Minhas piores viagens
Eu estava pensando em escrever um texto sobre “minhas melhores viagens”. Abril é um mês de nostalgia pra mim, pois foi nesse mês que me mudei pra Itália em 2016. Mas como o ser humano é, a cada vez que eu pensava numa memória boa de viagem, me vinham 3 ruins antes. Então mudei para “minhas piores viagens”, vamos lá.
Primeiramente, os casos que vou escrever, na maior parte deles, arruinaram minhas memórias por causa da companhia. Em segundo lugar foi a falta de planejamento, e por fim, acontecimentos que não tem como prever. Ou foram os três juntos.
Romênia e o festival de Gothic Metal
Começando essa lista por um dos países que eu mais tinha vontade de conhecer. As terrinhas do conde Drácula foram um pouco decepcionantes pra mim. Bom, talvez o fato inicial que me deixou com uma impressão ruim do lugar, é que num mochilão de quase um mês pelos balcãs no verão, a Romênia foi o último país a ser visitado.
Adicione isso a uma viagem de 10 horas de trem saindo da Bulgária com uma galera carregando até galinhas, mais o calor e o cansaço de ter que dormir em rodoviárias e comer em barraquinhas de rua, chegar em Bucareste às 22h não é algo muito legal.
Saindo da estação, a missão de encontrar o hostel já estava fora do alcance. Eis que pensamos, “que tal um taxi ?”. O maior erro. Duas mulheres, a noite, claramente estrangeiras, tentando negociar com um figurão romeno com corrente dourada no pescoço o valor da viagem.

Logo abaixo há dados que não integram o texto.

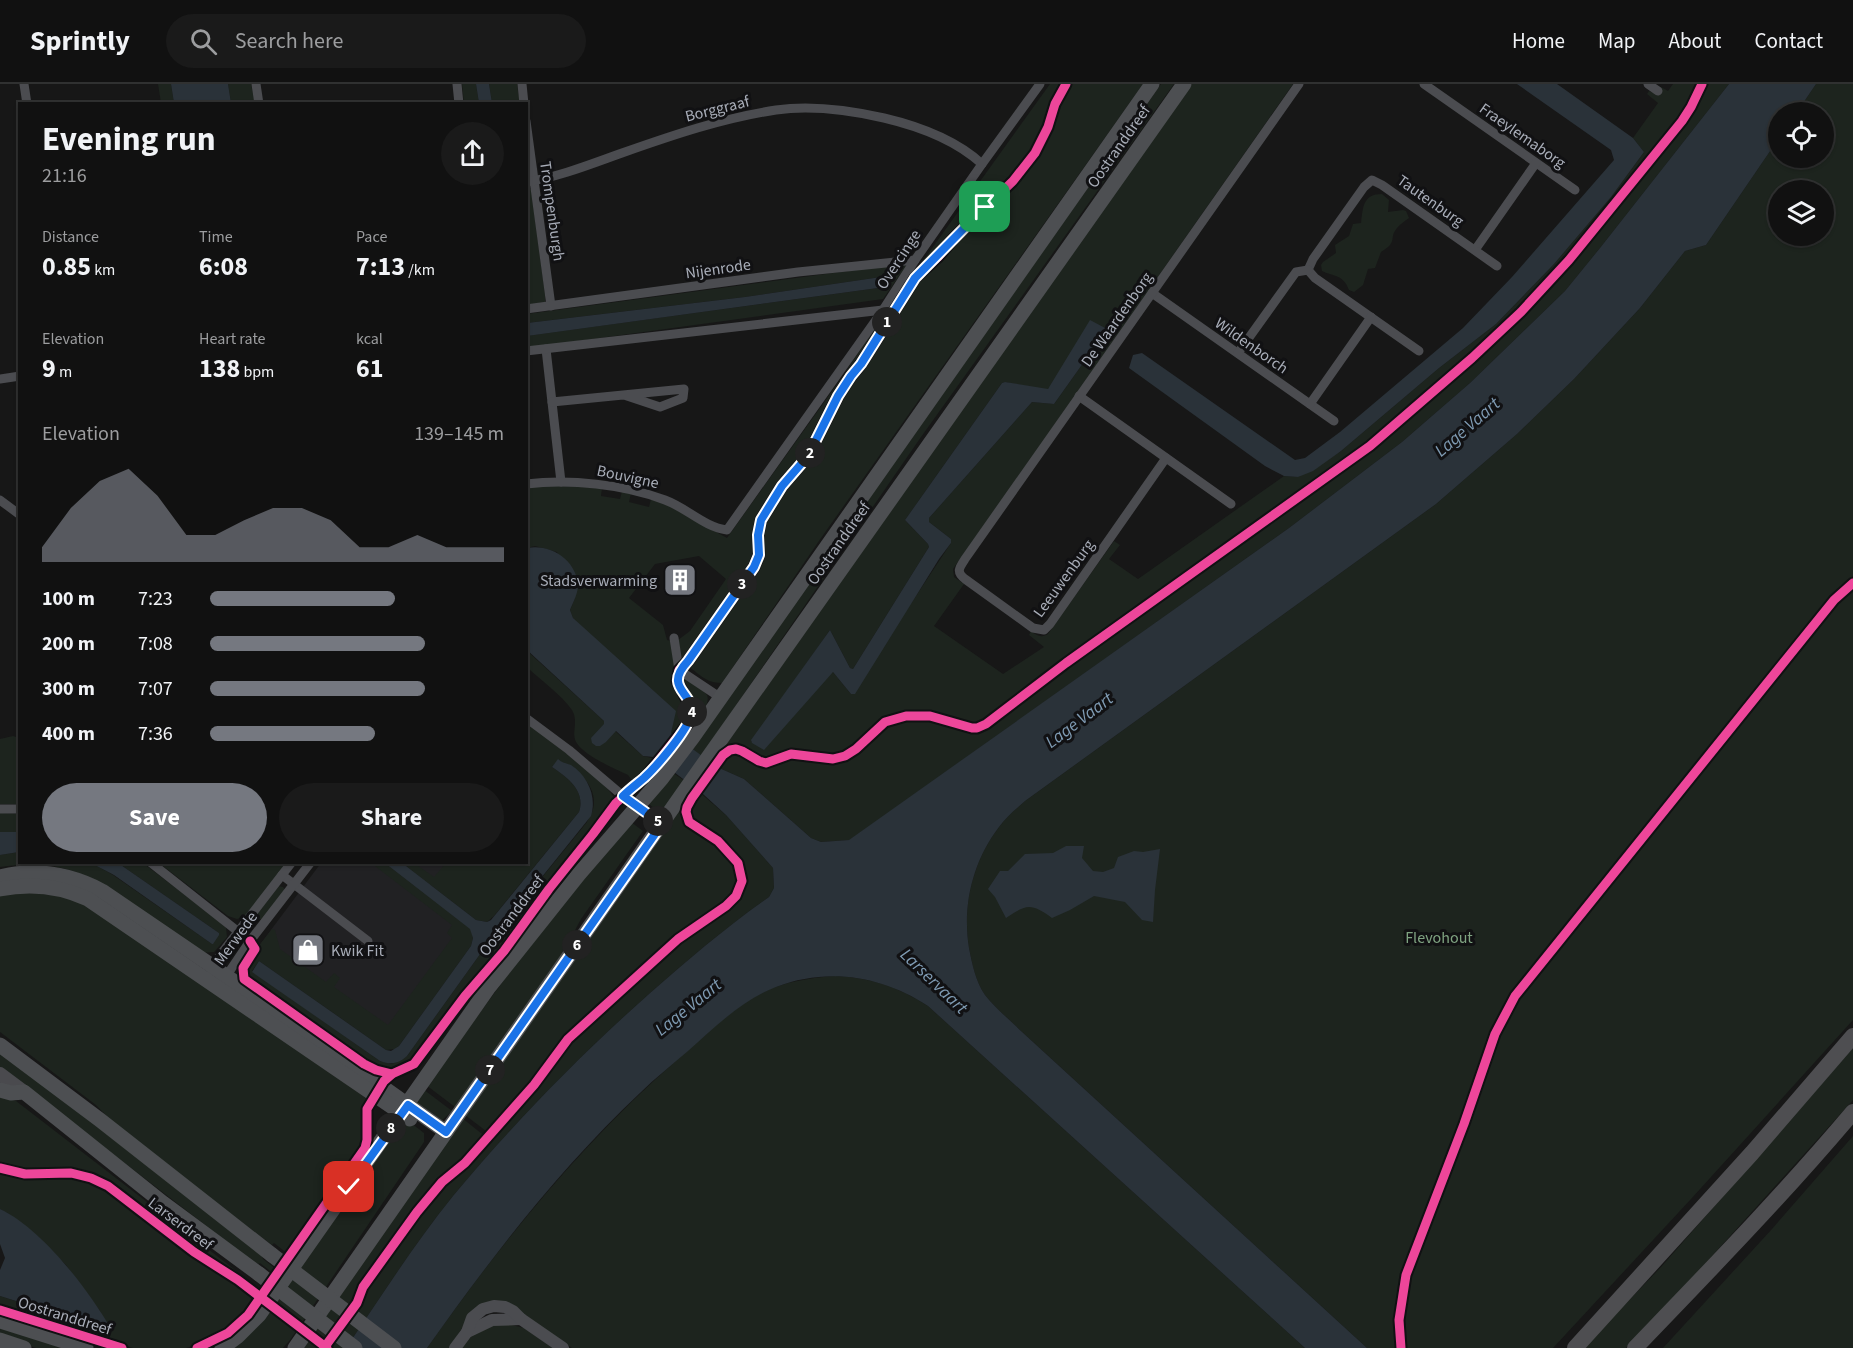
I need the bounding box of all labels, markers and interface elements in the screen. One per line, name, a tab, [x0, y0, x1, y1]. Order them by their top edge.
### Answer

O bonito que exibia um bigode embanhado fedendo a cigarro se negou a utilizar o taxímetro, pois afinal, não trabalhava para enriquecer o chefe. Acompanhávamos a viagem pelo GPS e vimos as voltas extras que ele fez, ai quando argumentávamos ele simplesmente esquecia que falava inglês. Claro que a corrida saiu bem mais cara do que o combinado mas chegamos no bendito hostel.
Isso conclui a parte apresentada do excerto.